*** Opening of TASK INPUT ***
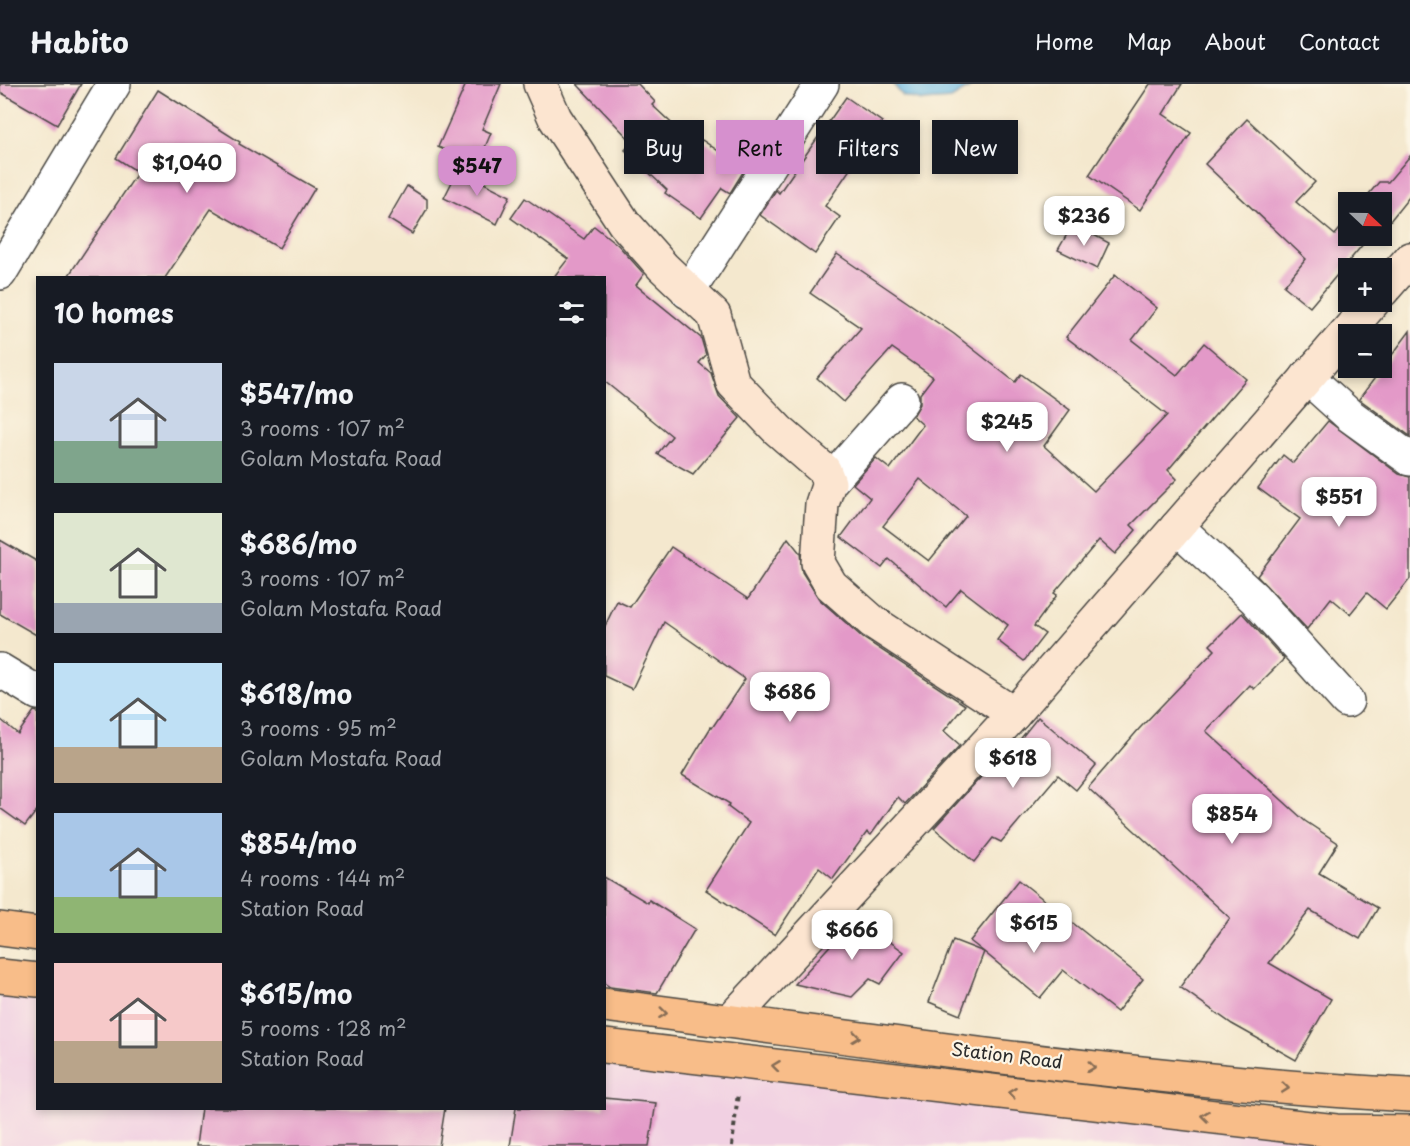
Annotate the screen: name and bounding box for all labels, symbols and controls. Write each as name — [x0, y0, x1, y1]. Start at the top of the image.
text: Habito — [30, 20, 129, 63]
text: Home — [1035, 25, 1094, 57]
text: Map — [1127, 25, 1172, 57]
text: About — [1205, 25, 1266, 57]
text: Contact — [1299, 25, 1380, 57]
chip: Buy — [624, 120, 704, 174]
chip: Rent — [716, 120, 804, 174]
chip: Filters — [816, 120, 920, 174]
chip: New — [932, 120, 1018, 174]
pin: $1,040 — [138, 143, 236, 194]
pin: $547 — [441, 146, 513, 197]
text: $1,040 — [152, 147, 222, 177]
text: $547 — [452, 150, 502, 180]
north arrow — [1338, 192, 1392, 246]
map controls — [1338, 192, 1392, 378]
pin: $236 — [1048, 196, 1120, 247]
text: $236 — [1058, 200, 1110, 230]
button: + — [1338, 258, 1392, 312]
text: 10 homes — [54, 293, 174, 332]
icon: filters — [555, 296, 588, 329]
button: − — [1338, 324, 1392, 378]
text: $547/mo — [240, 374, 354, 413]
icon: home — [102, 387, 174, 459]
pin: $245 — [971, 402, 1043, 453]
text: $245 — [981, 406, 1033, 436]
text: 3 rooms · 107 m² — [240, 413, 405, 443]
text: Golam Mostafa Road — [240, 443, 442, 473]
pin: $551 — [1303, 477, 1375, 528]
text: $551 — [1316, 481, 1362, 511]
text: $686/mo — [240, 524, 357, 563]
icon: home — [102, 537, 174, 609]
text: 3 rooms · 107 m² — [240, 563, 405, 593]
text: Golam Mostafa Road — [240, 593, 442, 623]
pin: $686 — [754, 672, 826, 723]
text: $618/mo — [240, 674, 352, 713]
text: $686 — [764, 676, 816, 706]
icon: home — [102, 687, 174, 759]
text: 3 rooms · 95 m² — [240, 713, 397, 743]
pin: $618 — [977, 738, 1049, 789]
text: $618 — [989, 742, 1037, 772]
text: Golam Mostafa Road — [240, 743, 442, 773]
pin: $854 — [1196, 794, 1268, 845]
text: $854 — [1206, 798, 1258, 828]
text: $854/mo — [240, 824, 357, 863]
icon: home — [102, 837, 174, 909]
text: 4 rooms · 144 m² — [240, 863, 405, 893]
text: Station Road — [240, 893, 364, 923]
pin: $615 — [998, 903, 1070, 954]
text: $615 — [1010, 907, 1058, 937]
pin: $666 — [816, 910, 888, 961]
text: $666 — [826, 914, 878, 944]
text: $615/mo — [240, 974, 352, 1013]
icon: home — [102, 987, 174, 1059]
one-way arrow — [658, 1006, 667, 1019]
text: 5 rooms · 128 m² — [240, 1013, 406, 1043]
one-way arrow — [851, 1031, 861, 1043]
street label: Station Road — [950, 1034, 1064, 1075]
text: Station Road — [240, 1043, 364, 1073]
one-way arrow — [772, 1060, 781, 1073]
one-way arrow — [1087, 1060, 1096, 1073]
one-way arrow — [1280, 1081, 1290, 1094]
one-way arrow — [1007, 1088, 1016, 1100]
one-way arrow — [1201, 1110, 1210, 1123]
*** Close of TASK INPUT ***
» **EXERCISE DESCRIPTION**
How many of the lines above include "rooms"? Only the number should be given.

» **OUTPUT FOR THIS EXERCISE**
5